Task item: Please read the records below and return each line holding the string "canvas".
Dataset records Start Marker
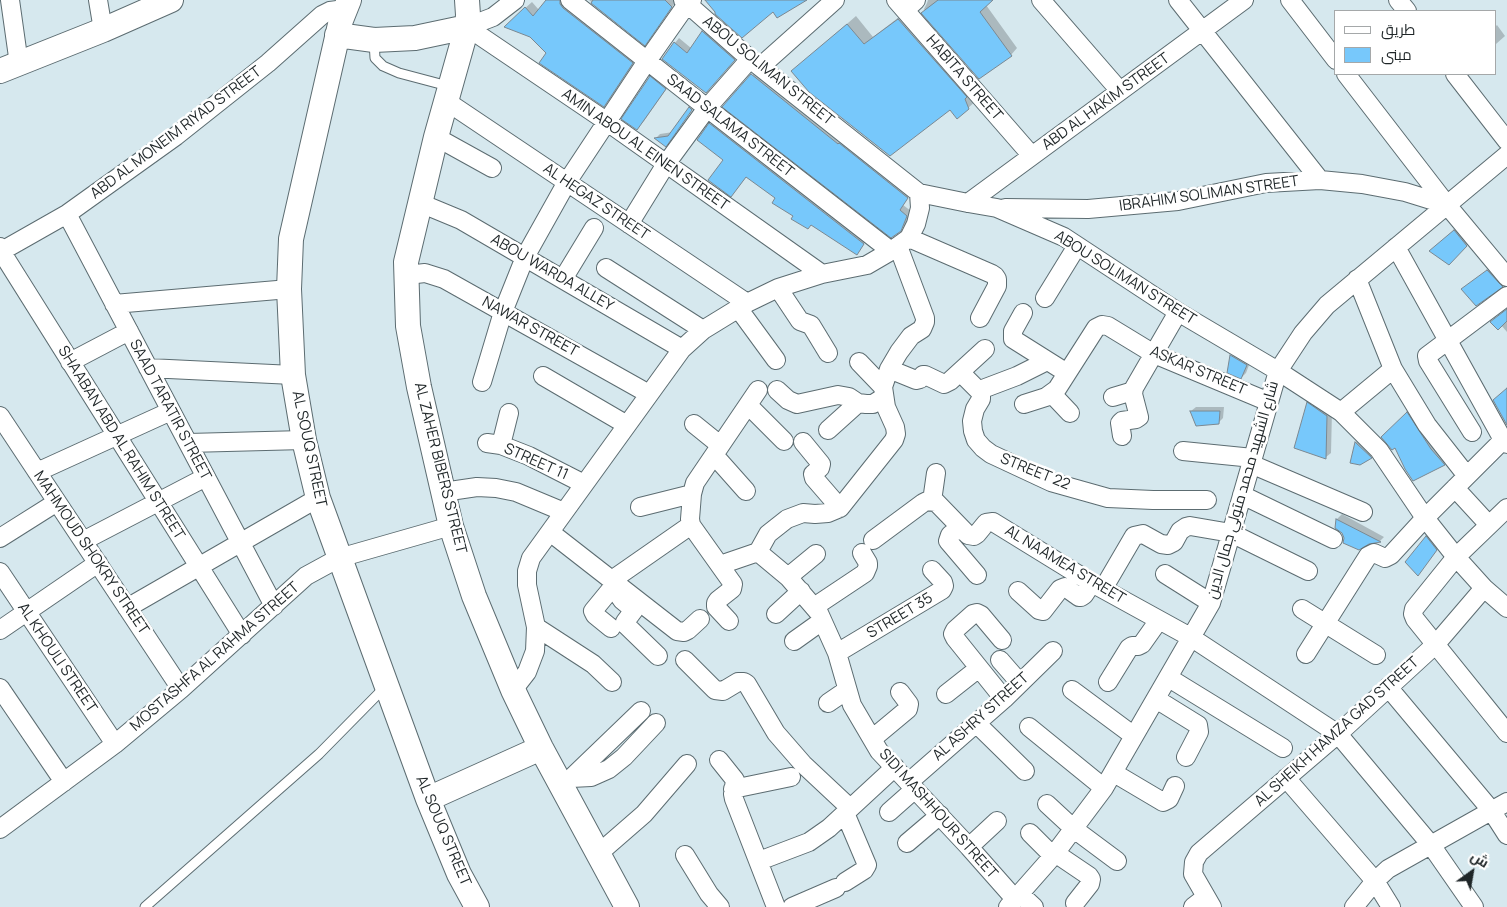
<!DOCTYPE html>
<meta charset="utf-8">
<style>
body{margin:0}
#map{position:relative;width:1507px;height:907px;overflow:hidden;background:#d6e8ee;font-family:Manrope,Cairo,sans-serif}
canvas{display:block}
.legend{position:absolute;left:1334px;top:10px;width:162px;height:65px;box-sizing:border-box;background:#fff;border:1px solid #a5a8a9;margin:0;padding:6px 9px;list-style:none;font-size:15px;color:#1f2628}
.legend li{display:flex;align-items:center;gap:10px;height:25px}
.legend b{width:25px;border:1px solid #a5a8a9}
.north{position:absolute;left:1447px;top:847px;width:50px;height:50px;-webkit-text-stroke:4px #fff;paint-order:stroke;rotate:32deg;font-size:14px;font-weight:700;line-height:20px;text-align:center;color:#1f2628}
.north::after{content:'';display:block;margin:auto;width:18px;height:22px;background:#1f2628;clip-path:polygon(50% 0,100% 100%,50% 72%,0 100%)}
</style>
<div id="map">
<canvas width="1507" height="907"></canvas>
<ul class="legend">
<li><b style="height:6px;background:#fff"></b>طريق</li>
<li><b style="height:14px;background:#77c8fb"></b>مبنى</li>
</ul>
<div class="north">ش</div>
</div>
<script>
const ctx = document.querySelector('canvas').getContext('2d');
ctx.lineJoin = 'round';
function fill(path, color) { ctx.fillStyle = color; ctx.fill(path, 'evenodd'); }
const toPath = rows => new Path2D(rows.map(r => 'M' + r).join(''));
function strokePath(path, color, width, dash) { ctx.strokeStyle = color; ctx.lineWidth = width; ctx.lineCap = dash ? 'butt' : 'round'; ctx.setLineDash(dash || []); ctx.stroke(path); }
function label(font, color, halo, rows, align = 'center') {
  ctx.font = font + ' Manrope,Cairo,sans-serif'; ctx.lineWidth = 5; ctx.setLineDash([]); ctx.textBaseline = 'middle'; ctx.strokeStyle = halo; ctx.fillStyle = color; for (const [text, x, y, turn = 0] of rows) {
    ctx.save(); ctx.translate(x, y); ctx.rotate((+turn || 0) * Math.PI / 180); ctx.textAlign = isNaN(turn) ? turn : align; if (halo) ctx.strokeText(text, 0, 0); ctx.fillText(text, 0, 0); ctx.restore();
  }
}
fill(toPath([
 [547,0,568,0,638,56,610,99,604,105,512,20,532,2,539,10],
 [589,0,677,0,651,37,645,44],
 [928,0,993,0,986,5,1017,48,1011,55,934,24,924,9,927,3],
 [907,11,977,100,968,108,950,108,793,71,856,16,873,37],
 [1497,25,1505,36,1496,44,1496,26],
 [706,29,739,54,710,87,663,58,679,38,691,48],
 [658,70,672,81,644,121,637,128,651,77],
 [757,70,911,192,903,205,911,211,910,214,905,225,900,230,724,106],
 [695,103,696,105,670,140,656,138,660,134,673,132],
 [715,119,868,238,861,248,857,253,811,224,795,216,776,198,747,176,736,190,710,124],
 [1459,226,1471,240,1449,263,1435,246],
 [1493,266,1507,281,1476,304,1463,289],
 [1507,309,1507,332,1501,325],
 [1236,351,1251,360,1246,373,1241,378,1229,372,1231,356],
 [1313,398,1332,411,1331,453,1326,457,1308,403],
 [1196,407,1224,407,1223,418,1218,423,1191,411],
 [1412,408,1449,459,1444,464,1413,480,1396,446,1383,437],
 [1358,440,1373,455,1371,457,1351,462,1356,442],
 [1342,514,1384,537,1380,541,1369,542,1345,538,1343,533,1336,527,1337,519],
 [1431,532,1441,545,1418,574,1407,562]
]), '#0003');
const building = toPath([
 [546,0,560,0,560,4,563,8,633,63,604,107,539,63,546,53,530,37,504,27,525,7,533,16,546,0],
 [593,0,665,0,672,7,645,46,591,3,593,0],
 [705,0,807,0,777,18,773,12,742,38,715,14,715,12,705,0],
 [938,0,993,0,980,12,1012,56,979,79,921,13,938,0],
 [898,19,967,97,965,99,969,109,957,119,950,110,890,156,809,92,791,71,847,24,864,44,898,19],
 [702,31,735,60,706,93,662,59,674,42,687,53,702,31],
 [751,74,838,144,839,143,908,198,900,210,907,216,901,231,891,238,722,107,751,74],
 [650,76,666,89,637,130,621,119,650,76],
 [689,107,692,110,666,147,654,138,668,136,689,107],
 [709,123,864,244,857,255,811,225,808,229,791,219,793,216,772,203,775,198,746,177,731,197,708,180,723,160,697,140,709,123],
 [1454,230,1467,246,1449,265,1429,251,1454,230],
 [1487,270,1503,287,1476,306,1461,289,1487,270],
 [1507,309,1507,321,1498,330,1490,322,1507,309],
 [1230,355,1247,365,1241,379,1227,373,1230,355],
 [1507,388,1507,425,1493,400,1507,388],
 [1307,402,1327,416,1326,459,1294,448,1307,402],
 [1190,411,1220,411,1219,424,1196,426,1190,411],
 [1407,412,1431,449,1445,465,1413,481,1405,469,1395,448,1392,450,1381,437,1407,412],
 [1355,442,1372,458,1360,465,1350,463,1355,442],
 [1336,519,1381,542,1369,544,1359,550,1343,543,1344,538,1342,533,1335,528,1336,519],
 [1426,536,1437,550,1418,576,1405,562,1426,536]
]);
fill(building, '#77c8fb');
strokePath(building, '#7b8891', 1);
const lane = toPath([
 [374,41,375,58,383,66,399,73,448,86],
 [145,907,319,754,384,688]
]);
const street = toPath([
 [10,0,19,64],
 [98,0,103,30],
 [570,0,707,108,891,251],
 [683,0,750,59,919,193,968,203,997,208,1064,237,1178,312,1278,371,1341,412,1379,450,1425,518,1456,557,1484,588,1507,608],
 [896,0,1032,156],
 [1041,0,1120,91],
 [1178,0,1320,180],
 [1290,0,1336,60],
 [1398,0,1407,11],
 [905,10,916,0],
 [467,27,606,121,822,274],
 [467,27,493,17,515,0],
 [760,67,835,0],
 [1346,74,1447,205,1507,277],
 [1455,74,1507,141],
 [446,101,747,303],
 [436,137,492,168],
 [420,203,461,220,682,349],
 [968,203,1244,0],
 [1005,208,1088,209,1178,201,1266,183,1320,180,1362,184,1405,192,1447,205],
 [67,214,274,606],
 [629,224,666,164,707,108,750,59],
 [909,238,992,274,995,276,997,279,997,286,980,318],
 [0,247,1,251,242,635],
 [1396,247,1503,440,1507,444],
 [0,252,67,214,176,136,268,63,322,15,330,11,345,9],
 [606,268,703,330],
 [407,278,416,274,425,273,444,279,649,394],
 [563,279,594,228],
 [1357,279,1393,369,1427,425,1467,476],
 [778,288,800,321,811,325,828,353],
 [1045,298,1077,246],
 [114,304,289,289],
 [738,308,776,360],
 [1023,313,1013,331,1013,339,1067,373],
 [70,362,129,331],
 [859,362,883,387],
 [148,368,293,375],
 [889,369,916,380,920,379,923,375,925,375,944,384,950,381,985,349],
 [960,372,981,393,981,399,975,409,972,421,973,431,976,440,983,448,991,454,1051,482,1108,498,1153,500,1207,500],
 [543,376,627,425],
 [482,382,503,312,525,257,567,182,647,61,687,4,692,0],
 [777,390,788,400,797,404,838,395,849,397,858,403,866,404,873,404,884,397],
 [980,390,1017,376,1047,361],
 [1052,394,1070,413],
 [1113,397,1133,391],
 [1024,404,1046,397,1057,389,1096,328,1102,325,1108,326,1154,354,1269,402],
 [748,405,784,441],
 [1341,412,1393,369],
 [0,416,181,689],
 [694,424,720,445],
 [828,430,858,403],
 [1472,432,1428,361,1427,356,1507,296],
 [1122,436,1120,423,1122,421,1136,419,1139,417,1133,394,1134,388,1178,312],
 [803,442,821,464,820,468,813,474,814,478,840,508],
 [188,443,304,440],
 [487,443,501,445,529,456,584,484],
 [501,445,509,413],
 [1183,451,1253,458],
 [714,455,746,491],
 [1251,464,1363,512],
 [37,472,171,411],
 [1455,488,1489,525],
 [443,492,477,487,496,488,516,492,564,512],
 [1242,495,1333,539],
 [932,501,936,473],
 [640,507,692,494],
 [1507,508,1456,557,1414,609,1413,614,1415,619,1507,733],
 [960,527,950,535,948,541,977,575],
 [550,532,677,631,684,632,688,630,700,619],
 [0,538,57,502],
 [873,540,923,503,927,501,936,502,968,535,974,536,977,534,986,523,993,522,1092,583,1192,638,1338,734,1431,845,1474,907],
 [83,541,206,477],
 [758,552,788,577,819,613,837,653,852,705,879,751,969,847,1015,899],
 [720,565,758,552,768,534,787,519,803,513,815,514,828,513,840,508,894,440,896,434,895,427,886,407,883,387,889,369,899,352,911,336,922,329,925,322,925,318,898,246],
 [0,572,115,744],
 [1165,574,1211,603],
 [788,577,816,554],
 [612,580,691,525],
 [1103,589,1134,536,1143,534,1161,544,1168,545,1174,542,1180,531,1186,527,1190,526,1231,533,1308,571],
 [1018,591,1039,610,1043,611,1060,589,1065,587,1079,597,1081,597,1084,595,1092,583],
 [620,597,622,600,634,610,625,622,626,625,658,656],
 [814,607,865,573,868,566,868,563,862,553],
 [127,608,318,498],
 [1302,609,1376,655],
 [776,614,801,591],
 [729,621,716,607,716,603,718,600,732,589,733,584,691,525,690,519,692,494,695,483,758,390],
 [536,627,593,664,612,682],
 [611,628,595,615,593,611,616,583],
 [0,630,98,563],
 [1002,640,981,615,977,613,973,614,955,630,953,634,955,638,1004,699],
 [794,641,822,621],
 [837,653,942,590,944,586,943,582,932,570],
 [1306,654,1368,556,1374,553,1385,558,1391,555,1425,518,1503,440],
 [685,660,715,690,723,691,738,682,744,682,747,684,776,733,803,764,850,808],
 [1000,660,1020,683],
 [1169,678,1283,748],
 [1108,682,1129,648,1132,646,1138,646,1142,644,1159,620],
 [1388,687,1491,810,1507,835],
 [0,688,64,782],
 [513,690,527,672,535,651,536,627,527,585,527,571,531,558,682,349,703,330,747,303,778,288,822,274,867,265,891,251,909,238,916,224,920,208,919,193],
 [1072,690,1134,736],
 [946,694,979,668],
 [1156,699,1198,725,1199,732,1186,757],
 [828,703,847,690],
 [976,723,1025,771],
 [1029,727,1104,788],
 [872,739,908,709,909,704,900,692],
 [719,760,735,780,733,794,734,799,776,907],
 [1114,773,1163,802,1169,799,1175,786],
 [571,778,591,777,609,769,624,757,656,723],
 [1286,778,1375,881,1391,907],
 [909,782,1004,699,1053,651],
 [562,787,641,711],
 [733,789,791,777],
 [1047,804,1074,829,1117,861],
 [889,812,915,789],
 [845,813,867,865,864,870,845,882],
 [0,829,115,744,181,689,306,576,339,558,451,526],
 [1030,833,1053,856],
 [907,843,940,815],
 [969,847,997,821],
 [1055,853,1089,876,1091,879,1090,884,1075,903],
 [598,854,644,814,687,764],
 [685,855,709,894,720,907],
 [759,861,809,842,829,828,895,767],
 [1020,894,1034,907],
 [792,907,836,888],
 [1008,907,1053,856,1104,788,1211,603,1278,371,1303,333,1327,305,1507,155],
 [1193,907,1206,897],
 [1212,907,1193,874,1194,862,1199,853,1338,734,1436,644,1484,588],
 [1354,907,1375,881,1388,869,1507,802]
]);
const secondary = toPath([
 [349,0,341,20,291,239,289,289,293,375,304,440,318,498,428,799,459,874,477,907],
 [467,0,468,15,467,27,436,137,406,262,408,326,419,387,451,526,474,596,513,690,541,748,627,907],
 [337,35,374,40,415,38,467,27],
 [0,71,103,30,171,0],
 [428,799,541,748]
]);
strokePath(lane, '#5c6c71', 11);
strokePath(street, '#5c6c71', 20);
strokePath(secondary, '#5c6c71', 26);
strokePath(lane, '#fff', 9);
strokePath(street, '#fff', 18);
strokePath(secondary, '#fff', 24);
label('15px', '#1f2628', '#fff', [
 ["ABOU SOLIMAN STREET",768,71,39],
 ["HABITA STREET",964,78,49],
 ["ABD AL HAKIM STREET",1106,102,-36],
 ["SAAD SALAMA STREET",730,126,38],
 ["ABD AL MONEIM RIYAD STREET",176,133,-37],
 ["AMIN ABOU AL EINEN STREET",645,150,35],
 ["IBRAHIM SOLIMAN STREET",1209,194,-8],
 ["AL HEGAZ STREET",596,202,34],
 ["ABOU WARDA ALLEY",552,273,30],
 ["ABOU SOLIMAN STREET",1125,278,32],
 ["NAWAR STREET",530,327,29],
 ["ASKAR STREET",1198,371,23],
 ["SAAD TARATIR STREET",170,410,62],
 ["SHAABAN ABD AL RAHIM STREET",121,443,58],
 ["AL SOUQ STREET",309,449,78],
 ["STREET 11",536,462,24],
 ["AL ZAHER BIBERS STREET",440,468,76],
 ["STREET 22",1035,472,22],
 ["شارع الشهيد محمد متولي جمال الدين",1243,490,-74],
 ["MAHMOUD SHOKRY STREET",91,553,56],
 ["AL NAAMEA STREET",1065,565,31],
 ["STREET 35",900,616,-31],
 ["MOSTASHFA AL RAHMA STREET",215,657,-41],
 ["AL KHOULI STREET",57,658,56],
 ["AL ASHRY STREET",981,717,-42],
 ["AL SHEIKH HAMZA GAD STREET",1337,732,-42],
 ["SIDI MASHHOUR STREET",938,814,48],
 ["AL SOUQ STREET",443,831,67]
]);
</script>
Dataset records End Marker
Task solution:
canvas{display:block}
<canvas width="1507" height="907"></canvas>
const ctx = document.querySelector('canvas').getContext('2d');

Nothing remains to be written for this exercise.